**What is needed**
For the data below, please report each line where the word "header" is found.

****************

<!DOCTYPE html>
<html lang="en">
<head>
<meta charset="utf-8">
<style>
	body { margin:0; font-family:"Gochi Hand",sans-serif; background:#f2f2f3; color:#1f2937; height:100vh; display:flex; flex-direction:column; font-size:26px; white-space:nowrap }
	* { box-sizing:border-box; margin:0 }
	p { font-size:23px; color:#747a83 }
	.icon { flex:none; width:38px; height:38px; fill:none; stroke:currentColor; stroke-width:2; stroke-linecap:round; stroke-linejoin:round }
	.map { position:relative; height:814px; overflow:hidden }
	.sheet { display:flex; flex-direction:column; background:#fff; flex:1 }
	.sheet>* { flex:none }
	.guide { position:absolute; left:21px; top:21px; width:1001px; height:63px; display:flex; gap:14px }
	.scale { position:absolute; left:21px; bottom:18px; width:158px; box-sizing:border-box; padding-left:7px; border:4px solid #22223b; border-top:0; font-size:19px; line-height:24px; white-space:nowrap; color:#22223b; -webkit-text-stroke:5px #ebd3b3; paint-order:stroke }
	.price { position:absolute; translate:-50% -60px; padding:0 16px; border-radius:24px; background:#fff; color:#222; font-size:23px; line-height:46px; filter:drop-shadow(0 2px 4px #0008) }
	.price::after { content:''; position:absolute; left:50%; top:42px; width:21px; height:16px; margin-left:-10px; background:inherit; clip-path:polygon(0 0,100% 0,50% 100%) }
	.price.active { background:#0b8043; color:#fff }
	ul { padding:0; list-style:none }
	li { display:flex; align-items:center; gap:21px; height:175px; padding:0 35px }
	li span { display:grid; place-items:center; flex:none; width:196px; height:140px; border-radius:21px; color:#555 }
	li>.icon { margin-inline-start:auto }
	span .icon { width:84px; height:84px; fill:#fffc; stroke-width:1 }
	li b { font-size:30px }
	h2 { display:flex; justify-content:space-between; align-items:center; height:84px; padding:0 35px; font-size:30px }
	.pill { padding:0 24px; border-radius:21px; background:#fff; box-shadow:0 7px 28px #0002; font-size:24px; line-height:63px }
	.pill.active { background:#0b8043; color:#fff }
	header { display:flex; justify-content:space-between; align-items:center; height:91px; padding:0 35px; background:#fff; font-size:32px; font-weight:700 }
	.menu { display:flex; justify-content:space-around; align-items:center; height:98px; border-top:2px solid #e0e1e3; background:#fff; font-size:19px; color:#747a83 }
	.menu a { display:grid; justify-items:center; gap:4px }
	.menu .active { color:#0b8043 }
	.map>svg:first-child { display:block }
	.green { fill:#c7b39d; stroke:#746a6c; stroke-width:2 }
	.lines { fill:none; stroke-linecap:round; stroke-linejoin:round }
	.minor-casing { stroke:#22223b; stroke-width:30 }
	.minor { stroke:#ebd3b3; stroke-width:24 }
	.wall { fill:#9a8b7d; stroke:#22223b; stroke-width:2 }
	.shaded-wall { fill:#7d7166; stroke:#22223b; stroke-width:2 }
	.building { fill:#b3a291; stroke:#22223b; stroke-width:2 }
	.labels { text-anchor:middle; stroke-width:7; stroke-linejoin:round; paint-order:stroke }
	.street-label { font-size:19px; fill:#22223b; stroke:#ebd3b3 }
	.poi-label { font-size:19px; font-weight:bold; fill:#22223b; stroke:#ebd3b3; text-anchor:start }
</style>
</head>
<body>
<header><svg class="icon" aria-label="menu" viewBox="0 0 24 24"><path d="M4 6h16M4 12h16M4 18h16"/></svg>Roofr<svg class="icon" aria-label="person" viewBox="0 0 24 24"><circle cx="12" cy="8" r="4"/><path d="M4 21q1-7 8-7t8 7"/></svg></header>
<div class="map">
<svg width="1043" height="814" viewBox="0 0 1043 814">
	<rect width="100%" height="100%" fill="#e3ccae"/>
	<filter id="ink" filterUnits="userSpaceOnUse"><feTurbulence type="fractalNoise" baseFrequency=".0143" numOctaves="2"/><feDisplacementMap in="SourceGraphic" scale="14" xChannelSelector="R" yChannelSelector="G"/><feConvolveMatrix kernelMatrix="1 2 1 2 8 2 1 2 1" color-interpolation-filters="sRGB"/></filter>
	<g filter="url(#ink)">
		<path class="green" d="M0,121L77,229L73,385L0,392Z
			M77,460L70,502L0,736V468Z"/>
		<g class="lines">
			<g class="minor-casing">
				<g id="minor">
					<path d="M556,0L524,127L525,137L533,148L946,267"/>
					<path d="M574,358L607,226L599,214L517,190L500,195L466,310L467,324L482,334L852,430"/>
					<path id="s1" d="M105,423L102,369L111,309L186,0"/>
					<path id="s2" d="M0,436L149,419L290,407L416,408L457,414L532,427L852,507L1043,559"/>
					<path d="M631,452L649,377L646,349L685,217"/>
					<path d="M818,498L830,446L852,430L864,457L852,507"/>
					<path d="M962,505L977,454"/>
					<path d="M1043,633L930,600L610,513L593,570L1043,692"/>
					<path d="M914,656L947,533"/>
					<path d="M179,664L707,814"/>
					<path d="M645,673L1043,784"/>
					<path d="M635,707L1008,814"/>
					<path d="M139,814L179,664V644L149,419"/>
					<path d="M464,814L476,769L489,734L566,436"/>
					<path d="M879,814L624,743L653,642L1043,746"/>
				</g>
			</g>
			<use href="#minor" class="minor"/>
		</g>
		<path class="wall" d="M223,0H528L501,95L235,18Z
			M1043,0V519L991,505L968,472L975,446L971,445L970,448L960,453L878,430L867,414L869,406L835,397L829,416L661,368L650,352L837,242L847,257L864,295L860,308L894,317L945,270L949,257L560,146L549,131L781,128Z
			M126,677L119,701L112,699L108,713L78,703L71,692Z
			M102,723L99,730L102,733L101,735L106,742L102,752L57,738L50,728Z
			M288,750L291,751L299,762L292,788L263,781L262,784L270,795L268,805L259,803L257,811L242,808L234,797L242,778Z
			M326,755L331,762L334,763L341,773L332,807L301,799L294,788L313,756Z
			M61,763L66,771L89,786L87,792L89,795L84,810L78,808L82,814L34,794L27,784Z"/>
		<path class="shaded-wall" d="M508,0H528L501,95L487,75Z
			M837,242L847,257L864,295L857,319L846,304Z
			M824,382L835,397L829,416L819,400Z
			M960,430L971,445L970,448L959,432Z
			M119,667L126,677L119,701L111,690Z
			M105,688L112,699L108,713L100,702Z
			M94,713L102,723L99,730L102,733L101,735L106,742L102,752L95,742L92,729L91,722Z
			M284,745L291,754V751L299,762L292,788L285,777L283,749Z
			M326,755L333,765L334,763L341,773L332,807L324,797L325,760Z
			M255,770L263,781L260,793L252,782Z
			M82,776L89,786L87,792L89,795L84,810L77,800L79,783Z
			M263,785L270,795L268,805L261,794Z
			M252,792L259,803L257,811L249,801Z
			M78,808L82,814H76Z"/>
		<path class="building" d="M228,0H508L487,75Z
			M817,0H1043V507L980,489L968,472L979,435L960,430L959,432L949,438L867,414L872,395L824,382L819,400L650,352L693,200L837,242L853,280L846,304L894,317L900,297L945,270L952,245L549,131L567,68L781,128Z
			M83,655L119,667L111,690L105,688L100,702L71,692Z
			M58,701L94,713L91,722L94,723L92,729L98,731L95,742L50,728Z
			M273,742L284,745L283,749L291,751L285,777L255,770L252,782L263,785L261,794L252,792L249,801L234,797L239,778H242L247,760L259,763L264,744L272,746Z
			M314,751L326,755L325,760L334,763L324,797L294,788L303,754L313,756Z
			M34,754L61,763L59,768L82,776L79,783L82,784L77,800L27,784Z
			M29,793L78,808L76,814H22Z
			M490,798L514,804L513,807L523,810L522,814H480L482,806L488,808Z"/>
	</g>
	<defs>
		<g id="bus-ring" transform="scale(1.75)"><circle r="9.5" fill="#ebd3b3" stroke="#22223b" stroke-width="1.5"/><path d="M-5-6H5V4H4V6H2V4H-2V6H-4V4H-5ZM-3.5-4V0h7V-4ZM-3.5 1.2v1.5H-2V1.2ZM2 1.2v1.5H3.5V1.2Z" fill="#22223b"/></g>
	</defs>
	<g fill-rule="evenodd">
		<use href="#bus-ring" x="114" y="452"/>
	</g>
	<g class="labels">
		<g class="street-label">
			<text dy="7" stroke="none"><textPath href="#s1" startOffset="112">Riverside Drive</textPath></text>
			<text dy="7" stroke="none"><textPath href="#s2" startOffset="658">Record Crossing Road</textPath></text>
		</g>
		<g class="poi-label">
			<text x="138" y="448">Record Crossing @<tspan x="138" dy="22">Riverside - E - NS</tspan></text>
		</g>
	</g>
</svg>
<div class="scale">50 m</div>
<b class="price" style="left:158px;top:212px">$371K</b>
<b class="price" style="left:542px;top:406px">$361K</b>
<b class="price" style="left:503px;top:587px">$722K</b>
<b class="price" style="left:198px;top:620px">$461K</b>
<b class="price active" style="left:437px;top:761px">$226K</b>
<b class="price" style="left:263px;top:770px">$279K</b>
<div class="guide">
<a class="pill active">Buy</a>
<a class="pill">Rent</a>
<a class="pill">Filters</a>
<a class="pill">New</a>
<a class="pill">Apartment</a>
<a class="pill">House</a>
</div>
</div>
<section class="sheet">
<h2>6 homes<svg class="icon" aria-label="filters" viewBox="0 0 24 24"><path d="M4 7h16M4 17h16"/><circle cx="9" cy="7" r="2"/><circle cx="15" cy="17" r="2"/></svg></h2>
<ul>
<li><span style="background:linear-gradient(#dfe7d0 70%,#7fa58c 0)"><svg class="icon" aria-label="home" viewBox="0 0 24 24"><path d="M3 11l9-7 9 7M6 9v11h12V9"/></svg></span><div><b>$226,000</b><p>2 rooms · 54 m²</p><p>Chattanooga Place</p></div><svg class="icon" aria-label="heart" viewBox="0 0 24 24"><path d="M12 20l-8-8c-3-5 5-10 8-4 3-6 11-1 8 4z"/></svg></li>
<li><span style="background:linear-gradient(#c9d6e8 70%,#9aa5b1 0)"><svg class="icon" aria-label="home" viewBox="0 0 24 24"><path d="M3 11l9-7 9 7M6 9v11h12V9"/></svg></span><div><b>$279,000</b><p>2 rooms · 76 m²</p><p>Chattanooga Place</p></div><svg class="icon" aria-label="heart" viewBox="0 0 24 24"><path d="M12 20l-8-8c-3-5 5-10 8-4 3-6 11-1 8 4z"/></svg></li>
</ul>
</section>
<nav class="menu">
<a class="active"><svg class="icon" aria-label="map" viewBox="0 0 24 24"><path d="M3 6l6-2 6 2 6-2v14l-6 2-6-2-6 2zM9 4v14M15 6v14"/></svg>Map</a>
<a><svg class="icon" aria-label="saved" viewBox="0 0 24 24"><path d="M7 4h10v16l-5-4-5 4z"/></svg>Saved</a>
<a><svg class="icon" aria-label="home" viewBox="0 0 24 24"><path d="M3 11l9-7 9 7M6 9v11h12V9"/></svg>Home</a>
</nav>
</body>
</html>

****************

**Result**
	header { display:flex; justify-content:space-between; align-items:center; height:91px; padding:0 35px; background:#fff; font-size:32px; font-weight:700 }
<header><svg class="icon" aria-label="menu" viewBox="0 0 24 24"><path d="M4 6h16M4 12h16M4 18h16"/></svg>Roofr<svg class="icon" aria-label="person" viewBox="0 0 24 24"><circle cx="12" cy="8" r="4"/><path d="M4 21q1-7 8-7t8 7"/></svg></header>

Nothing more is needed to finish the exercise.